3 – Nächtliches Nachdenken in Bezug auf „Gott“

Ich bewege mich im Spannungsfeld zwischen Tod und Leben.
Die Reihenfolge ist aus österlicher Perspektive sehr bewusst gewählt!
Damit kommt die Frage nach Gott ins Spiel, die mich mein ganzes Leben lang beschäftigt hat – anfangs mehr quälerisch, später zunehmend tröstlich.
Wie ist das mit „Gott“?
Ich setze ab und zu Anführungszeichen, um das zunächst absolut Außergewöhnliche an Gott als „Begriff“ zu kennzeichnen.
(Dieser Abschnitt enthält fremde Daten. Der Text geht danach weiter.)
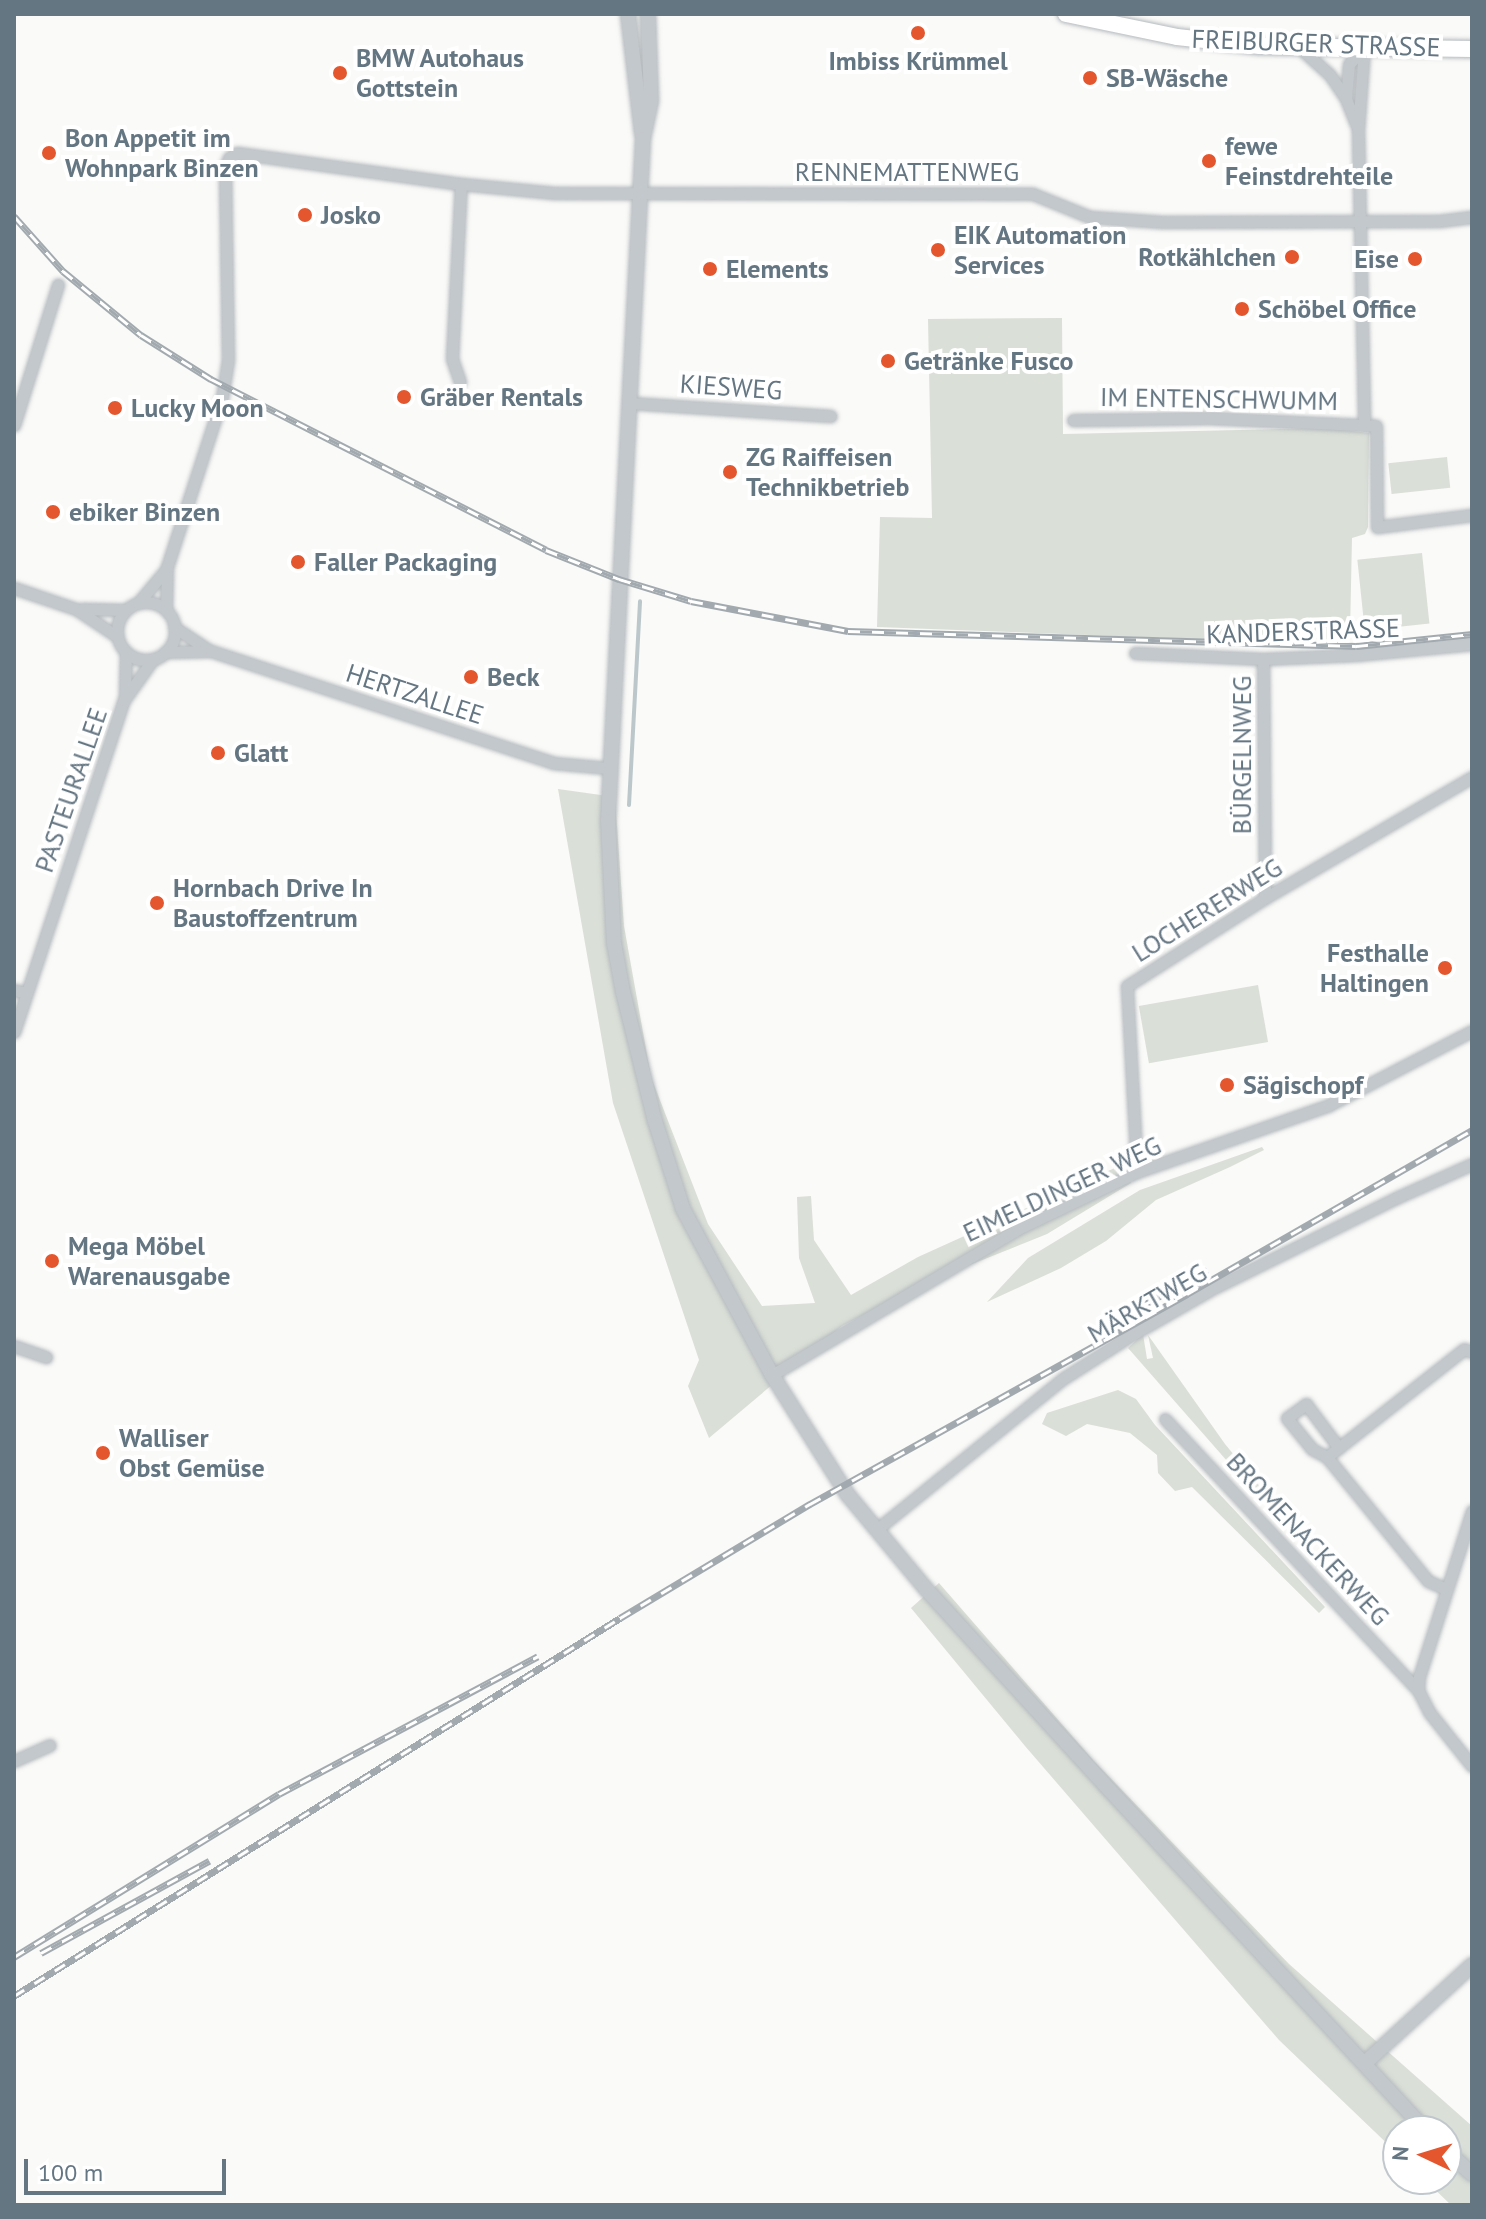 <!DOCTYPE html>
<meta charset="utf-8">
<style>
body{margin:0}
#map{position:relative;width:1486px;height:2219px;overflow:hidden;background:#fafaf8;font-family:"PT Sans",sans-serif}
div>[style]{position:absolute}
.green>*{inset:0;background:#dadfd7;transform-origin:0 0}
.stream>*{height:4px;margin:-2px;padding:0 2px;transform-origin:2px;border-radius:2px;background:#bbc7cb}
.roads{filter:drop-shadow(0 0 2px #b5babe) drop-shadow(0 0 2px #b5babe)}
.minor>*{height:11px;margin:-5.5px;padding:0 5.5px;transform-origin:5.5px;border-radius:5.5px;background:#c3c8cc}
.minor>.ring{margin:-5.5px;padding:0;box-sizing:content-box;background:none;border:11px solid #c3c8cc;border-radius:50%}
.tertiary>*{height:14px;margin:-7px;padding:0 7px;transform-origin:7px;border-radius:7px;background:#c3c8cc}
.primary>*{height:16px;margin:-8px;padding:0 8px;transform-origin:8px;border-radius:8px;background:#fff}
.rail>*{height:7px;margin-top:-3.5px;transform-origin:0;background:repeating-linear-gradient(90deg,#fff 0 12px,#a2aab0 0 24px);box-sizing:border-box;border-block:2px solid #a2aab0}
.dots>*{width:22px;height:22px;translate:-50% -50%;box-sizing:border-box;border:4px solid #fff;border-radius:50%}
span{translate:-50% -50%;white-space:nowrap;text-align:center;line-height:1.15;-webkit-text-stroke:8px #fff;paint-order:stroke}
.street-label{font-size:26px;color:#657683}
.poi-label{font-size:26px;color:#657683;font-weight:700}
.left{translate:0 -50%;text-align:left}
.right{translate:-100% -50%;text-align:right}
.frame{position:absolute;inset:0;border:16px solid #657683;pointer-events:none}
.north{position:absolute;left:1382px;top:2115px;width:80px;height:80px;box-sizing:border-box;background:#fff;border:2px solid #c1c8cd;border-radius:50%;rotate:274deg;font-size:22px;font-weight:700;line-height:32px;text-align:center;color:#657683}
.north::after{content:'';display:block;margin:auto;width:28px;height:36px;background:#e4572e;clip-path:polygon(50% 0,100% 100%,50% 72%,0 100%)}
.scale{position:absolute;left:24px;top:2159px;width:202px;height:36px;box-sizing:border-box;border:4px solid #657683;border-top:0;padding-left:10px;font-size:24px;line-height:28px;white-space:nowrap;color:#657683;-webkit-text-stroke:6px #fff;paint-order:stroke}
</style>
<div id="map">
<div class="green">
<i style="clip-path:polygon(1062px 318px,1063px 434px,1325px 428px,1369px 433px,1368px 527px,1365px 534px,1352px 538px,1350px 633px,1345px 639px,1221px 640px,877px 627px,880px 517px,932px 518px,928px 319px)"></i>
<i style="left:1447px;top:457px;width:31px;height:59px;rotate:84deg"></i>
<i style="left:1422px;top:553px;width:71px;height:65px;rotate:84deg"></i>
<i style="clip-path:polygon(558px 789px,615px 797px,624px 926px,651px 1077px,708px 1224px,762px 1306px,815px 1303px,799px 1258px,797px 1197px,811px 1196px,814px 1240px,851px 1295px,918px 1257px,1128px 1162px,1131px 1183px,1047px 1234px,930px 1281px,842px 1326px,709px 1438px,688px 1386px,699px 1360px,613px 1103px)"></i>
<i style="left:1258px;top:985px;width:58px;height:121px;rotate:80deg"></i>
<i style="clip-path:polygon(1262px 1147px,1264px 1150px,1230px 1167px,1156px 1200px,1106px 1241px,1061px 1268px,987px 1302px,1028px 1258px,1140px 1190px)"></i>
<i style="clip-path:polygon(1143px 1334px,1147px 1359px,1153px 1358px,1148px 1335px,1225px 1444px,1294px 1528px,1285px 1527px,1128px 1348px)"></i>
<i style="clip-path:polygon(1118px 1390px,1136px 1399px,1155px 1425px,1325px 1607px,1319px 1613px,1192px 1487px,1175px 1491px,1158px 1473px,1157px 1455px,1130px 1433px,1087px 1424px,1066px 1436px,1042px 1424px,1047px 1413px)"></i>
<i style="clip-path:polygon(939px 1583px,1093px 1760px,1289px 1964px,1472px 2126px,1472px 2205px,1451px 2205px,1424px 2179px,1446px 2179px,1446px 2131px,1398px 2131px,1398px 2154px,1279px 2040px,1025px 1746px,911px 1608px)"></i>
</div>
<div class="stream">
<i style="left:629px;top:805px;width:204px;rotate:-86.9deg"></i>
</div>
<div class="roads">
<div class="minor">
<i style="left:1300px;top:48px;width:40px;rotate:42deg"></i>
<i style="left:1330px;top:75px;width:29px;rotate:56deg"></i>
<i style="left:1346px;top:99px;width:29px;rotate:68deg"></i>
<i style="left:1364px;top:48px;width:82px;rotate:94.2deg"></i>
<i style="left:1358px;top:130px;width:294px;rotate:88.8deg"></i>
<i style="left:1346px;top:98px;width:34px;rotate:-85deg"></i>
<i style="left:1349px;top:64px;width:21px;rotate:-47deg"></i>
<i style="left:460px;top:382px;width:24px;rotate:-109deg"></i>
<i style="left:452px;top:359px;width:175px;rotate:-87.1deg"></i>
<i style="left:629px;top:403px;width:202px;rotate:3.7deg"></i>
<i style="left:1073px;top:420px;width:136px;rotate:-0.8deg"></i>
<i style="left:1209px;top:418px;width:167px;rotate:2.7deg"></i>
<i style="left:1376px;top:426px;width:101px;rotate:89.4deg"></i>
<i style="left:1377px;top:527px;width:96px;rotate:-7.2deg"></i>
<i style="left:14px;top:425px;width:147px;rotate:-72.6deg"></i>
<i style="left:14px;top:588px;width:65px;rotate:18.7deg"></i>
<i style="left:76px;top:609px;width:50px;rotate:33.7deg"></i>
<i class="ring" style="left:117px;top:602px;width:47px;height:47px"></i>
<i style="left:138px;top:603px;width:42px;rotate:-49.8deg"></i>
<i style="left:82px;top:609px;width:43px;rotate:1.3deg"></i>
<i style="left:166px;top:610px;width:43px;rotate:-88.7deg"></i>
<i style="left:167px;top:567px;width:178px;rotate:-72deg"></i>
<i style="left:222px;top:398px;width:39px;rotate:-81deg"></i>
<i style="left:228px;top:359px;width:192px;rotate:-90.9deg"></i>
<i style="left:225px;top:167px;width:10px;rotate:-66deg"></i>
<i style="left:229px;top:158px;width:9px;rotate:-32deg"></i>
<i style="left:237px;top:153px;width:226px;rotate:7.9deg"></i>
<i style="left:461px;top:184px;width:94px;rotate:5.5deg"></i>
<i style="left:555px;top:193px;width:478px;rotate:0.1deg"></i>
<i style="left:1033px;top:194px;width:61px;rotate:22deg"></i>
<i style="left:1090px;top:217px;width:73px;rotate:3.9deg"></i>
<i style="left:1163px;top:222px;width:276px;rotate:-0.2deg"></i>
<i style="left:1439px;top:221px;width:33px;rotate:-7deg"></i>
<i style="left:174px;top:627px;width:43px;rotate:33.7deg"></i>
<i style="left:165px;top:652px;width:46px;rotate:-1.2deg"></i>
<i style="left:211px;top:651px;width:360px;rotate:18.1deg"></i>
<i style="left:553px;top:763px;width:55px;rotate:5.2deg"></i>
<i style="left:1135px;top:653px;width:128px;rotate:2.7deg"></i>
<i style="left:1263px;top:659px;width:93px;rotate:-2.5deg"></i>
<i style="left:1356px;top:655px;width:117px;rotate:-5.4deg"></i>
<i style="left:1263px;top:659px;width:239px;rotate:89.5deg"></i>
<i style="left:125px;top:695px;width:43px;rotate:-88.7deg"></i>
<i style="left:14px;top:990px;width:12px;rotate:14deg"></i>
<i style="left:14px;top:1032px;width:350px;rotate:-71.7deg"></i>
<i style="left:124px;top:700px;width:50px;rotate:-54.7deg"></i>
<i style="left:1137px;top:1172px;width:186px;rotate:-93.1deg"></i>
<i style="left:1127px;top:986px;width:164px;rotate:-32.5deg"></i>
<i style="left:1265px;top:898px;width:240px;rotate:-30.3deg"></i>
<i style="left:14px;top:1346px;width:34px;rotate:19deg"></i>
<i style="left:772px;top:1375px;width:286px;rotate:-30.7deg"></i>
<i style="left:1018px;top:1229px;width:132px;rotate:-25.6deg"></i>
<i style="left:1137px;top:1172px;width:203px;rotate:-19.2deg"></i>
<i style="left:1329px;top:1105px;width:161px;rotate:-27.4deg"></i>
<i style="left:1165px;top:1419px;width:371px;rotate:47deg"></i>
<i style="left:1327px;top:1457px;width:17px;rotate:-152deg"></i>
<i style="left:1312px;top:1449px;width:40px;rotate:-129deg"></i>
<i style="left:1287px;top:1418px;width:24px;rotate:-36deg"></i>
<i style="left:1306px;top:1404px;width:55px;rotate:53.1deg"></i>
<i style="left:1472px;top:1511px;width:174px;rotate:107.7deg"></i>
<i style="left:1419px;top:1677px;width:13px;rotate:94deg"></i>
<i style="left:1418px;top:1690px;width:25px;rotate:63deg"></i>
<i style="left:1429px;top:1712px;width:69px;rotate:51.5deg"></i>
<i style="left:876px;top:1530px;width:242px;rotate:-39deg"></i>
<i style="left:1064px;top:1378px;width:78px;rotate:-32.5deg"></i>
<i style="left:1130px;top:1336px;width:92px;rotate:-29.9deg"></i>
<i style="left:1210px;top:1290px;width:208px;rotate:-26.3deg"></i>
<i style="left:1396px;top:1198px;width:83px;rotate:-24.1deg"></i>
<i style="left:1446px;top:1589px;width:20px;rotate:-156deg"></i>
<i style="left:1428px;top:1581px;width:160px;rotate:-129.2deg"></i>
<i style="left:1327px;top:1457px;width:174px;rotate:-38.2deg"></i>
<i style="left:1464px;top:1349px;width:9px;rotate:21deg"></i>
<i style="left:14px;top:1761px;width:39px;rotate:-24deg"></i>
</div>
<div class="tertiary">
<i style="left:628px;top:14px;width:121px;rotate:83.3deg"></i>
<i style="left:648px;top:14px;width:87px;rotate:88deg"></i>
<i style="left:651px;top:101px;width:39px;rotate:102deg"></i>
<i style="left:643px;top:139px;width:683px;rotate:92.94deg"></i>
<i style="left:608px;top:821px;width:122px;rotate:87.2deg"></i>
<i style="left:614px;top:943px;width:50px;rotate:79.6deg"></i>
<i style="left:623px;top:992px;width:133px;rotate:76.1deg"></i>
<i style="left:655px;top:1121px;width:92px;rotate:72.3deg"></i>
<i style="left:683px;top:1209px;width:188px;rotate:61.8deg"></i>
<i style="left:772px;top:1375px;width:142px;rotate:57.7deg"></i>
<i style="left:848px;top:1495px;width:122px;rotate:50.3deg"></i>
<i style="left:926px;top:1589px;width:264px;rotate:47.6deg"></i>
<i style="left:1104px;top:1784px;width:474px;rotate:47.1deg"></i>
<i style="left:1365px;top:2063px;width:145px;rotate:-42.5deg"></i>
<i style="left:1446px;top:2150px;width:35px;rotate:43deg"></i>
</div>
<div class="primary">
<i style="left:1066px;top:14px;width:113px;rotate:11.7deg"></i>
<i style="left:1177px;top:37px;width:83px;rotate:6.2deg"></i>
<i style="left:1260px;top:46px;width:212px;rotate:0.8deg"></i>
</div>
</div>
<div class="rail">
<i style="left:14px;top:216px;width:74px;rotate:48.3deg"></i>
<i style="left:63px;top:271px;width:101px;rotate:39.4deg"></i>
<i style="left:141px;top:335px;width:83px;rotate:32.2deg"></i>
<i style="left:211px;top:379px;width:376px;rotate:27deg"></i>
<i style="left:546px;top:550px;width:79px;rotate:21.7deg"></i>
<i style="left:619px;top:579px;width:75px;rotate:17deg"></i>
<i style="left:691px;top:601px;width:160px;rotate:10.8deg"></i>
<i style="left:848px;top:631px;width:508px;rotate:1.69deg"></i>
<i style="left:1356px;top:646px;width:117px;rotate:-5.9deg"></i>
<i style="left:1140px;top:1307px;width:77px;rotate:-28.9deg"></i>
<i style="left:41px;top:1953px;width:192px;rotate:-28.7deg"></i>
<i style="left:14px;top:1957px;width:311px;rotate:-31.6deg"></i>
<i style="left:279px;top:1794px;width:293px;rotate:-28deg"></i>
<i style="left:14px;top:1996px;width:714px;rotate:-31.95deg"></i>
<i style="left:620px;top:1618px;width:222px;rotate:-31deg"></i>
<i style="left:810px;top:1504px;width:432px;rotate:-29.1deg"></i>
<i style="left:1187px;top:1294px;width:329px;rotate:-29.9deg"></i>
</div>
<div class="dots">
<i style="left:918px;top:33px;background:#e4572e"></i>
<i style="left:340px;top:73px;background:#e4572e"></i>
<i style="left:1090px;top:78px;background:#e4572e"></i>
<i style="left:49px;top:153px;background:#e4572e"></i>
<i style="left:1209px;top:161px;background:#e4572e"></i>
<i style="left:305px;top:215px;background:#e4572e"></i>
<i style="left:938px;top:250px;background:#e4572e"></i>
<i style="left:1292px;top:257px;background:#e4572e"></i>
<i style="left:1415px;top:259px;background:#e4572e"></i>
<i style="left:710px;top:269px;background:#e4572e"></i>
<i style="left:1242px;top:309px;background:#e4572e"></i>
<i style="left:888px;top:361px;background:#e4572e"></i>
<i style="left:404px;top:397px;background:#e4572e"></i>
<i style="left:115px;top:408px;background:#e4572e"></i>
<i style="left:730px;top:472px;background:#e4572e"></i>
<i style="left:53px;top:512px;background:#e4572e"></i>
<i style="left:298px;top:562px;background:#e4572e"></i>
<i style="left:471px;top:677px;background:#e4572e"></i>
<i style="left:218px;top:753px;background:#e4572e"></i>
<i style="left:157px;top:903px;background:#e4572e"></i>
<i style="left:1445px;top:968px;background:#e4572e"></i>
<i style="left:1227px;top:1085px;background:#e4572e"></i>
<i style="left:52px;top:1261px;background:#e4572e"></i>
<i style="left:103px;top:1453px;background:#e4572e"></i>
</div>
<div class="street-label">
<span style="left:1316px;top:43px;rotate:2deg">FREIBURGER STRASSE</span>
<span style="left:907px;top:172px">RENNEMATTENWEG</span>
<span style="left:731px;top:387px;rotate:4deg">KIESWEG</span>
<span style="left:1219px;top:399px;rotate:1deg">IM ENTENSCHWUMM</span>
<span style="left:1303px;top:631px;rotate:-2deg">KANDERSTRASSE</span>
<span style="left:415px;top:694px;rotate:18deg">HERTZALLEE</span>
<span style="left:1242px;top:755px;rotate:-90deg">BÜRGELNWEG</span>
<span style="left:71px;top:790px;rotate:-71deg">PASTEURALLEE</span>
<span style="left:1207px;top:910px;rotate:-32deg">LOCHERERWEG</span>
<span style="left:1062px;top:1189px;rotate:-25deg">EIMELDINGER WEG</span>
<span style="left:1147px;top:1303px;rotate:-30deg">MÄRKTWEG</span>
<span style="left:1308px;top:1539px;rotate:47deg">BROMENACKERWEG</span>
</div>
<div class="poi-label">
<span class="left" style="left:356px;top:73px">BMW Autohaus<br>Gottstein</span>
<span style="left:918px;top:61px">Imbiss Krümmel</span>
<span class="left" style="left:1106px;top:78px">SB-Wäsche</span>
<span class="left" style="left:65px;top:153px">Bon Appetit im<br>Wohnpark Binzen</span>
<span class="left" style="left:1225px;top:161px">fewe<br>Feinstdrehteile</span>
<span class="left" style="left:321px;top:215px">Josko</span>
<span class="left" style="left:954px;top:250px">EIK Automation<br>Services</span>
<span class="right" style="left:1276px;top:257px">Rotkählchen</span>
<span class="right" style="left:1399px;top:259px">Eise</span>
<span class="left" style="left:726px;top:269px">Elements</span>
<span class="left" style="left:1258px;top:309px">Schöbel Office</span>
<span class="left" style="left:904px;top:361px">Getränke Fusco</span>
<span class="left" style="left:420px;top:397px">Gräber Rentals</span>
<span class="left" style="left:131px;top:408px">Lucky Moon</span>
<span class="left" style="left:746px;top:472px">ZG Raiffeisen<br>Technikbetrieb</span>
<span class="left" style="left:69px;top:512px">ebiker Binzen</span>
<span class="left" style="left:314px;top:562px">Faller Packaging</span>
<span class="left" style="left:487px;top:677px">Beck</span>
<span class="left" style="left:234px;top:753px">Glatt</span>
<span class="left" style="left:173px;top:903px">Hornbach Drive In<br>Baustoffzentrum</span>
<span class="right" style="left:1429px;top:968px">Festhalle<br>Haltingen</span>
<span class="left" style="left:1243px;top:1085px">Sägischopf</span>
<span class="left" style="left:68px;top:1261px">Mega Möbel<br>Warenausgabe</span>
<span class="left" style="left:119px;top:1453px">Walliser<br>Obst Gemüse</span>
</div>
<div class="frame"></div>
<div class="north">N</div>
<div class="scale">100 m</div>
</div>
Gott ist im Hören, Verstehen und Glauben DA! (vgl. 2Mose 3)
Nicht objektiv.
Er ist kein Objekt, kein Gegenstand dieser Welt, aber ein Gegenüber für den Menschen, der an ihn glaubt.
Wer an ihn glaubt, für den öffnet sich eine Tür.
Keine Tür, die aus der Welt hinausführt, wohl aber eine Tür, die in Gott hineinführt. Hinein in eine neue Beziehungsdimension unserer Wirklichkeit, die uns selbst verändert.
Das ist für den unerlösten Menschen, der auf sich selbst zentriert und damit an sich selbst gebunden ist, schwer vorstellbar.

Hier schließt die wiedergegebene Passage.